▶ _What the task asks_
Select every line containing the word "canvas" from the material, and copy those lines.

▶ _Supplied information_
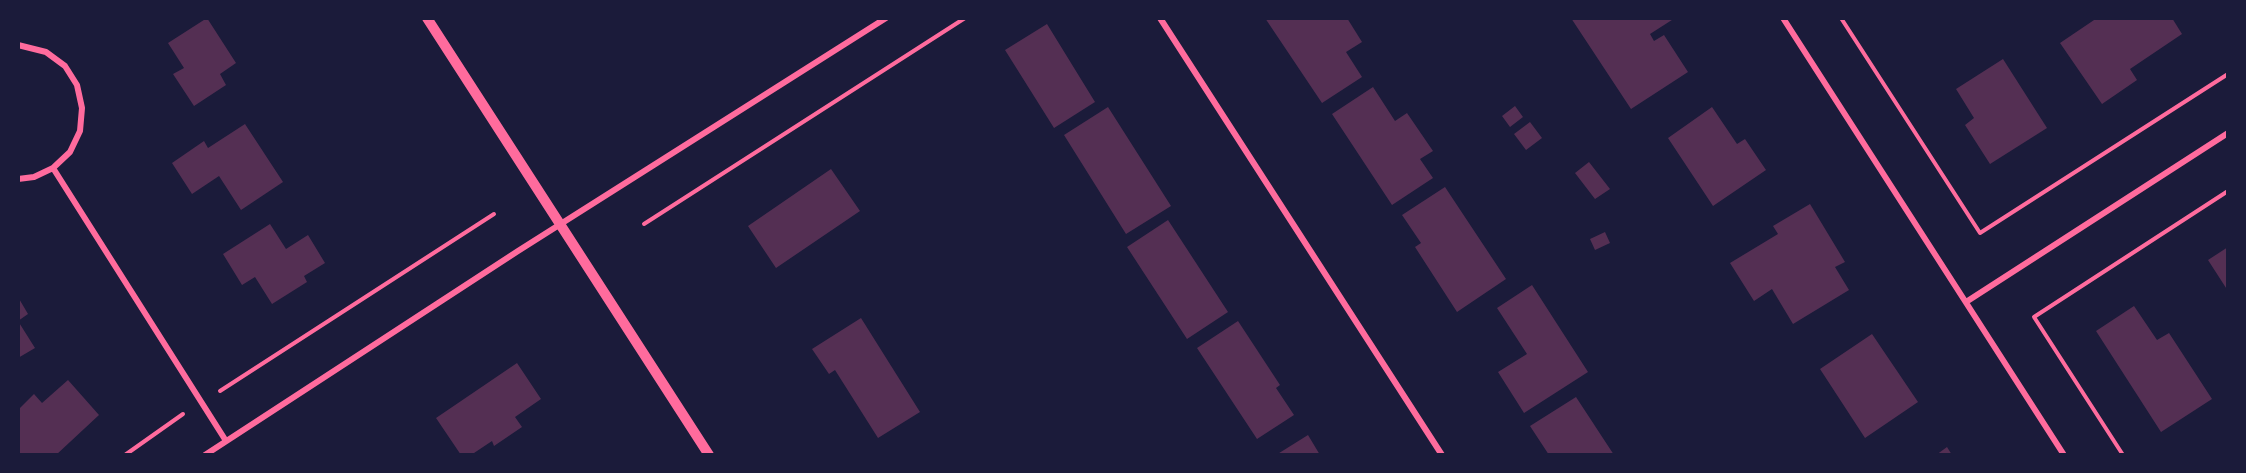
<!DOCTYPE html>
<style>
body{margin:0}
#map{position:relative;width:2246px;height:473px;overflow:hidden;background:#1b1b3a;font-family:Ubuntu,sans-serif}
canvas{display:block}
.frame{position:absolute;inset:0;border:20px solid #1b1b3a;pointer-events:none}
</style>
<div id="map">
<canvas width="2246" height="473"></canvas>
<div class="frame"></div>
</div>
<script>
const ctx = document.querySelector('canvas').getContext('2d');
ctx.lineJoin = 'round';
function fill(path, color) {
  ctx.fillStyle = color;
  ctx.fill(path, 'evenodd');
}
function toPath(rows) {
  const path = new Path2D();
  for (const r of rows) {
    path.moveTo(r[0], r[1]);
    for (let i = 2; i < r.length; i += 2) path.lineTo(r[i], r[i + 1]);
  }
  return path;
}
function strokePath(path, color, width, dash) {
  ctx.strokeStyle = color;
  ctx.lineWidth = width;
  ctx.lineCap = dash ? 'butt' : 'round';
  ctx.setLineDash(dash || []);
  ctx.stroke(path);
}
const building = toPath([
 [207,18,236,63,220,74,226,85,194,106,173,74,184,68,168,43],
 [1265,18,1347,18,1362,42,1346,52,1362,77,1322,103],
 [1571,18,1675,18,1650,34,1654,41,1664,35,1688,72,1631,109],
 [2097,18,2172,18,2182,34,2130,69,2137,80,2102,104,2060,43],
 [1047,24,1095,102,1054,128,1005,50],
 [2003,59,2047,128,1990,164,1965,125,1974,118,1956,89],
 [1373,87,1395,121,1407,113,1433,151,1420,159,1433,178,1392,205,1332,114],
 [1515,106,1523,117,1510,127,1502,116],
 [1108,107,1171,206,1126,234,1064,135],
 [1712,107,1737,144,1745,139,1766,170,1713,206,1668,138],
 [1530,122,1542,138,1526,150,1514,134],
 [245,124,283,182,241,210,219,176,192,194,172,163,204,141,208,148],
 [1589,162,1610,189,1595,199,1575,173],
 [831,169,860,211,776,268,748,226],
 [1445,187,1506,279,1457,312,1415,247,1421,243,1402,215],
 [1810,204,1845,262,1835,267,1849,290,1793,324,1772,289,1754,301,1730,263,1778,234,1773,226],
 [1168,220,1228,312,1187,339,1127,247],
 [270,224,286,249,308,235,325,263,304,276,307,282,272,304,255,277,242,285,223,254],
 [1605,232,1610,243,1595,250,1590,239],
 [2228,247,2228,291,2208,260],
 [1532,285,1588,372,1524,413,1498,372,1527,354,1497,308],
 [18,297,28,314,18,321],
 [2134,306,2157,340,2169,333,2212,399,2161,432,2096,331],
 [861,318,920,412,878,438,835,370,829,374,812,349],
 [18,321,35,348,18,358],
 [1238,321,1280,385,1276,388,1294,415,1257,439,1197,348],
 [1872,334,1918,402,1865,438,1820,369],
 [517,363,541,399,515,417,522,427,494,446,492,441,471,455,461,455,436,418],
 [68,380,99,415,56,455,18,455,18,410,34,394,42,403],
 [1576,397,1614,455,1549,455,1530,426],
 [1308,435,1320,455,1276,455],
 [1947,447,1952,455,1936,455]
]);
const path = toPath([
 [1841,18,1980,233,2228,74],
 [644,224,965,18],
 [220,391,494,214],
 [125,455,183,414],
 [2123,455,2034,317,2228,191]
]);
const minor = toPath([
 [1160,18,1442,455],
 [1783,18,2064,455],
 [18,45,46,52,65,66,77,85,82,108,80,131,70,152,53,168,34,177,18,179],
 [53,168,226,441],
 [1966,302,2228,133],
 [205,455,518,251,886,18]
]);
const tertiary = toPath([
 [427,18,709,455]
]);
fill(building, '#542f53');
strokePath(path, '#ff6b9d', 4);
strokePath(minor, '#ff6b9d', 6);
strokePath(tertiary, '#ff6b9d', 10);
</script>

▶ _Solution for this problem_
canvas{display:block}
<canvas width="2246" height="473"></canvas>
const ctx = document.querySelector('canvas').getContext('2d');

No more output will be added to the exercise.